B. W najlepszym razie wszystko to dzieje się dlatego, że Europejscy Wielcy Bracia dociskają Rząd & Platformę, żeby zarówno spektakularnie jak na poziomie poufnym zdecydowanie skończyć z „polską rusofobią” i rozpasanym katolicyzmem, jako że Europejscy Wielcy Bracia chcą rządzić spokojnie i w duchu swoim wolnomularskim, robiąc z Ruskimi duuuuże i koooonieeeeeczne interesy, Polacy zaś im w tym brużdżą. Rzecz jasna, że dla Braci Ruskich jest to woda na młyn pracujący ku odzyskiwaniu Imperium w jakimkolwiek, choćby drobnym, a najlepiej jak największym wymiarze – czy ekonomicznym, czy wojskowo-politycznym, czy tajnosłużbowym, czy – ostatecznie – terytorialnym (niepotrzebne skreślić).
C. W średnim razie wszystko to dzieje się na dodatek z własnej i nieprzymuszonej woli & winy Rządu & Platformy oraz wskutek powolnego wycofywania się Stanów z Europy Środkowej.
D. W najgorszym razie – wszystko to dzieje się wskutek tego wszystkiego, co powyżej, ale także i przede wszystkim wskutek prostego współdziałania niektórych Głównych ze specsłużbami (ruskimi? i/lub polskimi? i/lub inszymi? – niepotrzebne skreślić).

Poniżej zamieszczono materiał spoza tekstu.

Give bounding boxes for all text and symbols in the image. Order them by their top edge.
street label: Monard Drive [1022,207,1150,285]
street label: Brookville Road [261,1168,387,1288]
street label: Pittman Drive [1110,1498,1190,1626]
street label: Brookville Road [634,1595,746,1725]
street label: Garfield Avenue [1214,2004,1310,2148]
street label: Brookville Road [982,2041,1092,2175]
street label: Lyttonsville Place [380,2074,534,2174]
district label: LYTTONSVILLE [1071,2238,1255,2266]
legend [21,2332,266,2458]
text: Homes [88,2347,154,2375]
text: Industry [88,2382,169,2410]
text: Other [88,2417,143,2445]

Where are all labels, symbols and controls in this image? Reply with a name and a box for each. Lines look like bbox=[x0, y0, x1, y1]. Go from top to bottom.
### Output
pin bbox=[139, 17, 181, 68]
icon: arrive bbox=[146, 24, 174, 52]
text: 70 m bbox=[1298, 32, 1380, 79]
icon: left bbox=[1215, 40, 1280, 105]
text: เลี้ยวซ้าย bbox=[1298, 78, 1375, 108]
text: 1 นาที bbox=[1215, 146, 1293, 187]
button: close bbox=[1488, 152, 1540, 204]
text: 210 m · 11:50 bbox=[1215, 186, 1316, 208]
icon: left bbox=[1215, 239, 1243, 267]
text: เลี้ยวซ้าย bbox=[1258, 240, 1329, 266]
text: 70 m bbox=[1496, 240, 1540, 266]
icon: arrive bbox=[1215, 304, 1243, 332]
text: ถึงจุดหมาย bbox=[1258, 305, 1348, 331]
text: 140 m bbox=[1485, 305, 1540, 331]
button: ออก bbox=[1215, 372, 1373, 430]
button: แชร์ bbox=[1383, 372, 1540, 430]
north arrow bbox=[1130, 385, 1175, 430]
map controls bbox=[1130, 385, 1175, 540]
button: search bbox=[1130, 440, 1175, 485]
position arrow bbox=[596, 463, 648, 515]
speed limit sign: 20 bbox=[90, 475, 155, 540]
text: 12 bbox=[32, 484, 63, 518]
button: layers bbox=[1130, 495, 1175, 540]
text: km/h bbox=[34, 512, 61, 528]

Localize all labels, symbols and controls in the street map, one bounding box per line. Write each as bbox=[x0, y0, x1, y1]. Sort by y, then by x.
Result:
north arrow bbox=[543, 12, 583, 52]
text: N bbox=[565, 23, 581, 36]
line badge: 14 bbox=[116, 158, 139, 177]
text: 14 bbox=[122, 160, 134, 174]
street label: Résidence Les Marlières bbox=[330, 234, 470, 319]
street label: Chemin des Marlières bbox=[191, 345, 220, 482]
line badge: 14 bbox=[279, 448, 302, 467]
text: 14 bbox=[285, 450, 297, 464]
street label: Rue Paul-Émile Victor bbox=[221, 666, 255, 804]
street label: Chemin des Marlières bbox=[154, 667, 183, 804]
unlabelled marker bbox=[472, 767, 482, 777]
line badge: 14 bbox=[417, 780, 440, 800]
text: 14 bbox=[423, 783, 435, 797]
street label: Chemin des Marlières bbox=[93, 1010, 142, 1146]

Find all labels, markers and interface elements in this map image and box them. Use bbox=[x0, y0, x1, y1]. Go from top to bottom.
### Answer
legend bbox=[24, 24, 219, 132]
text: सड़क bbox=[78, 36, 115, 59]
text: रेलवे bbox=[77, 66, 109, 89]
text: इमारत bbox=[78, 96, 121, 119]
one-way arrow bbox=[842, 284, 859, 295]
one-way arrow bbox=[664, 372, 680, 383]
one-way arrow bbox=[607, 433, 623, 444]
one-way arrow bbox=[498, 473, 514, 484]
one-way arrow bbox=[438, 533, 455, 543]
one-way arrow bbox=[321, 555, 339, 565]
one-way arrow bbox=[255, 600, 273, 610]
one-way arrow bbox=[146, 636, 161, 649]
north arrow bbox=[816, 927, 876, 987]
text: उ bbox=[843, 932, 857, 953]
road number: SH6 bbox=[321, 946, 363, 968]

2. PUNKT DOJŚCIA Kanapoprzepowiedni
Punktem dojścia będzie utworzenie i utrwalenie jedynego słusznego, stabilnego i bezpiecznego dla Niemiec i/lub innych krajów Unii (niepotrzebne skreślić) oraz wygodnego i/lub uzależnionego od Rosji (niepotrzebne skreślić) systemu władzy w Polsce. Takiego po trosze, jakim rządziła się nierządna Rzeczpospolita za Augusta III.
3. DROGA DOJŚCIA Kanapoprzepowiedni
A. W powyżej zarysowanym celu podejmie się działania i zastosuje środki jawne tudzież niejawne, które będą miały na przyszłość uniemożliwić polityczne przypadki w rodzaju tego, jaki miał miejsce w Polsce w 2005 roku, kiedy to władza wymknęła się z rąk przedstawicieli Salonu (Europejskiego? i/lub Niemieckiego? i/lub Ruskiego? – niepotrzebne skreślić).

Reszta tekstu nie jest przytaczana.